Префект ненадолго задумался.
— Все возможно, конечно. Однако у меня нет оснований не верить моему человеку. Разве что... Вот как мы поступим — если здесь появятся корабли вандалов, значит сведения верные. Мы дождемся их, и тогда отправим гонца к Крассу. Хотя так мы напрасно теряем день-два. Я и без того верю этому сообщению.
— Удостовериться не помешает. Осторожность следует проявлять всегда, что в торговых сделках, что на войне.
Последние отряды готов уходили на восток, скрываясь за грядой холмов. В воздухе висела желтая пыль.
— Подвел ты меня, Арванд. А ведь клялся, что план безупречен. Я свое дело сделал, мои воины отвлекли их где только можно. А твои люди...
Бывший префект развел руками, состроив виноватую мину.
— Увы, нельзя предугадать все случайности! Мои люди тоже справились, путь на стену был открыт. Если бы не это досадное происшествие — дурак декурион не удостоверился, что часовой мертв и тот успел подать сигнал. Впрочем, дурак уже поплатился за это.

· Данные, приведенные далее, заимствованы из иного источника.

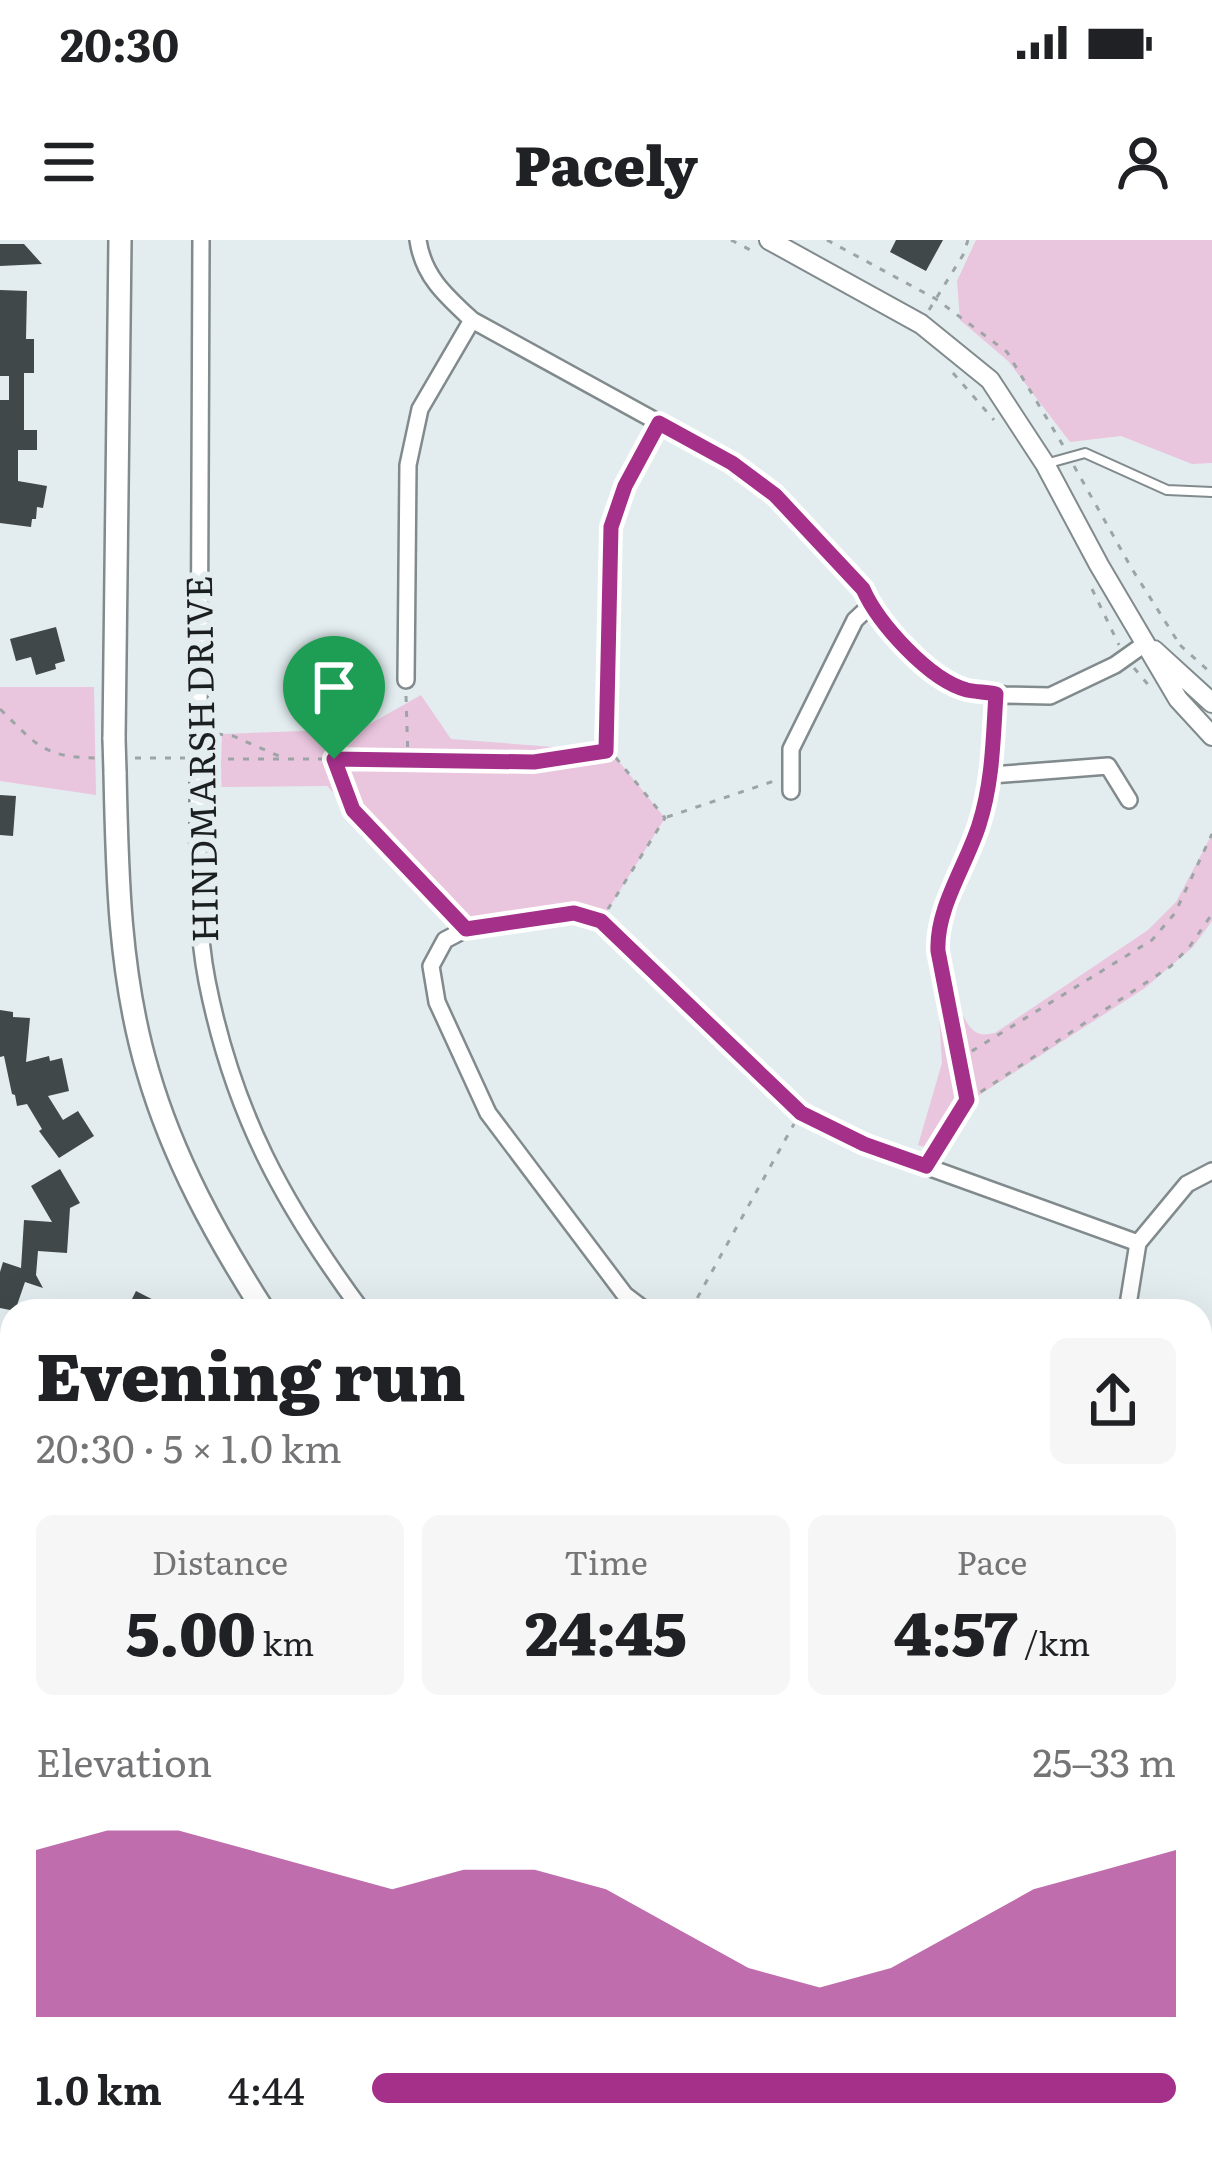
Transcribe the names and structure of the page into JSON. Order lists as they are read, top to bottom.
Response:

— Да мне то что с того?! Вот если бы город был взят. А так... Зря положили почти пять тысяч народу. И виноват в этом ты, Арванд. Теперь приходится делать вид, что все хорошо, а между тем все плохо!
— Ты преувеличиваешь значение этой небольшой неудачи. Война еще только началась, и наш план...
— Небольшой неудачи?! Если считать с теми силами, что подошли из-за Родана, у меня осталось сорок тысяч, да еще три придется оставить здесь, под началом болвана Химнериха. Вот, кто еще ни на что не годен. Но хоть осаду, надеюсь, он сможет держать!
— Зато Полемий теперь не сможет вылезти из Арелата. А скоро придут вандалы и тогда...
— Те еще крысы! Не стал бы связываться с ними, когда б у меня самого достало людей. Заметь, на стены они не полезли. Болтались в море, ожидая, чем закончиться наш штурм, и ответа никакого не давали. Верно, молились, чтоб мы не взяли Арелат, боялись тогда без добычи остаться. Ну а теперь думают, что силы римлян подорваны и можно грабить спокойно.
— Пусть. Их дело — запереть Полемия в городе, чтобы он не мешал нам. Кстати, о бол... твоем брате Химнерихе. Смотри-ка, к нам скачет!
— Чего ему еще надо? Ну, послушаем.
Химнерих осадил коня и поднял руку, приветствуя брата. Эврих недовольно поморщился.
— Кажется, мы уже распрощались. Ты что-то забыл?
— Да, брат. Только что вспомнил. Важное дело. Вчера вечером, когда вы с Арвандом совещались в палатке, я обходил посты.
— Ну и?
— Твой конюший. Мне показалось, он подслушивал за пологом. Вы говорили так громко, что услышал даже я. Прости, я не хотел. Про вандалов и Гундиоха.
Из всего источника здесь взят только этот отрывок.